-- ABOUT THIS EXERCISE --
Scan the records for the word "image". Return each line where it is found.

+===+

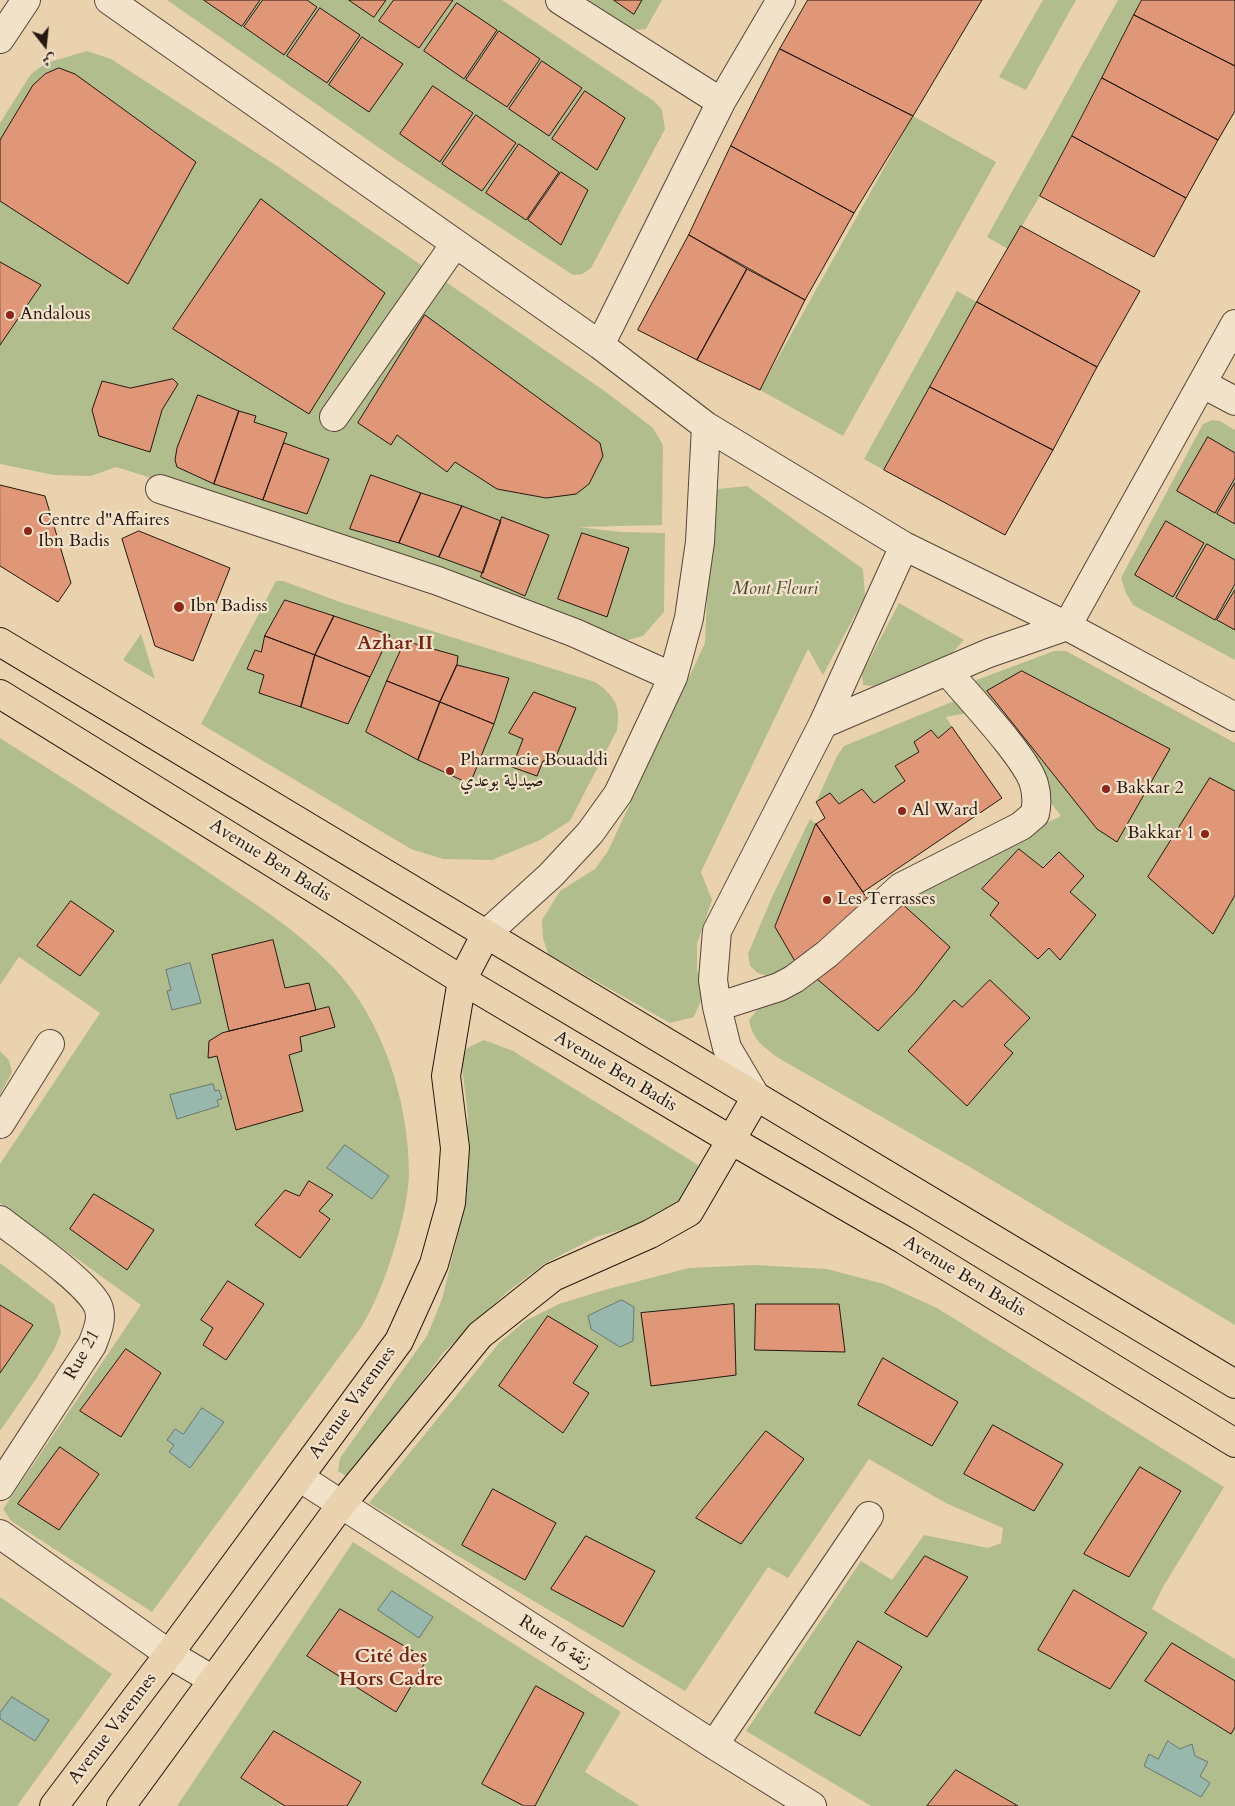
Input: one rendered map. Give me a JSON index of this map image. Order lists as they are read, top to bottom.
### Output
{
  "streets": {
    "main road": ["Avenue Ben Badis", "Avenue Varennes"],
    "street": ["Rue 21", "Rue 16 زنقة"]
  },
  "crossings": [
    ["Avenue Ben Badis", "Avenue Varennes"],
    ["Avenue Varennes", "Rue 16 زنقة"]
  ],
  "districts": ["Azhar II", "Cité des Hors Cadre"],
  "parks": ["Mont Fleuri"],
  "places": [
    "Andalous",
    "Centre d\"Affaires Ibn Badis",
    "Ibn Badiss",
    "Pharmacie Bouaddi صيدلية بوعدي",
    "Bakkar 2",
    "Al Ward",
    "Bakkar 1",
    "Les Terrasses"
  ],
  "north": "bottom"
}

+===+

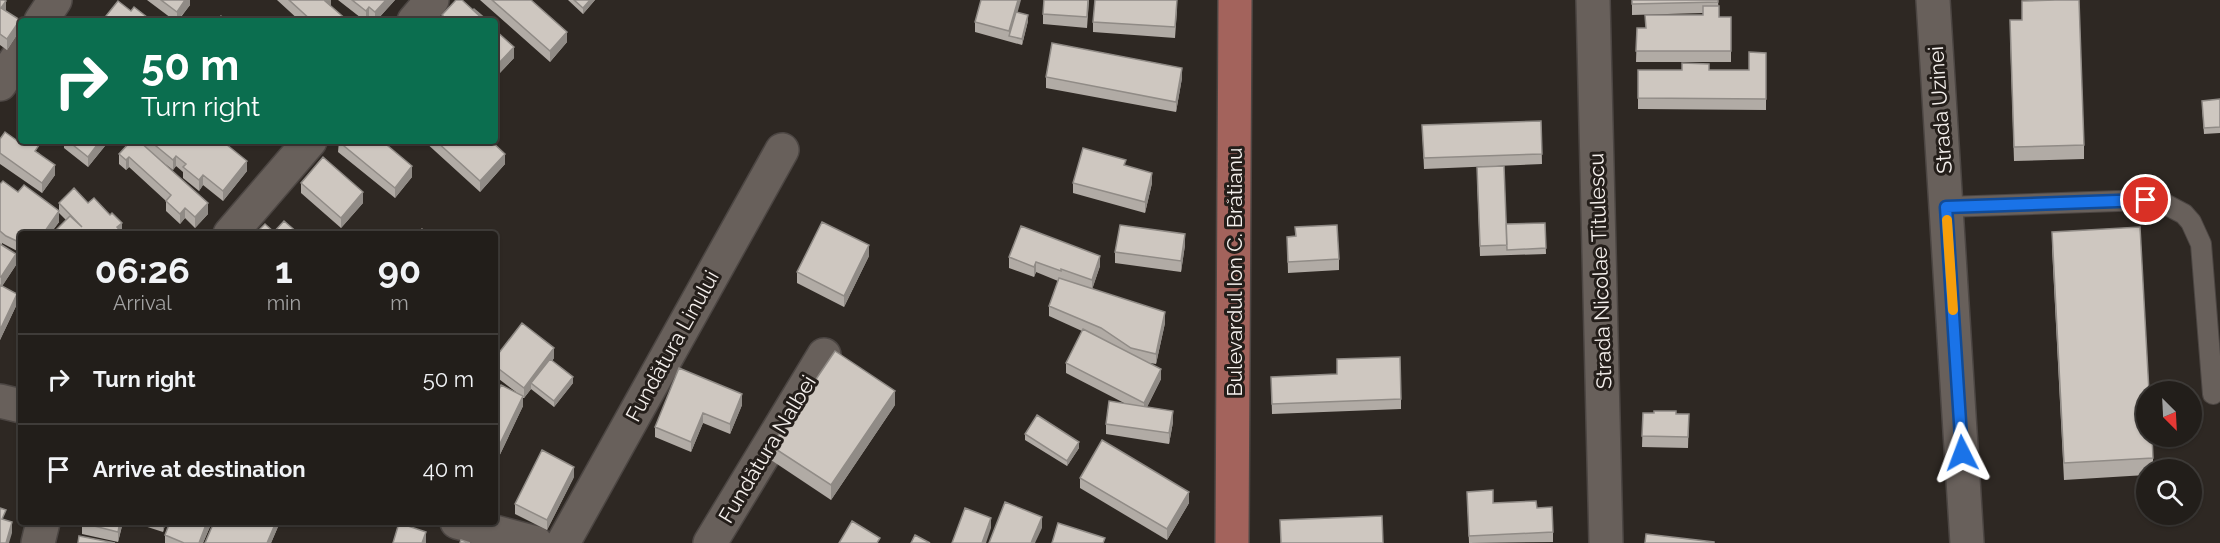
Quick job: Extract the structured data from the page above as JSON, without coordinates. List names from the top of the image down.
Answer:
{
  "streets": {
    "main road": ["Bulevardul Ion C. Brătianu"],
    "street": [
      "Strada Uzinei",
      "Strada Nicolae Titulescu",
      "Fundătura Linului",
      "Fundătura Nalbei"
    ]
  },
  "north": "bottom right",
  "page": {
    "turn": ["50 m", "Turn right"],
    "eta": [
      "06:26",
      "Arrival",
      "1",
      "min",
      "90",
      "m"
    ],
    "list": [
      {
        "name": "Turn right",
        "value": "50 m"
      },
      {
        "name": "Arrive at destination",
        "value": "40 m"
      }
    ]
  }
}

+===+

-- SOLUTION TO THE PROBLEM --
Input: one rendered map. Give me a JSON index of this map image. Order lists as they are read, top to bottom.
Quick job: Extract the structured data from the page above as JSON, without coordinates. List names from the top of the image down.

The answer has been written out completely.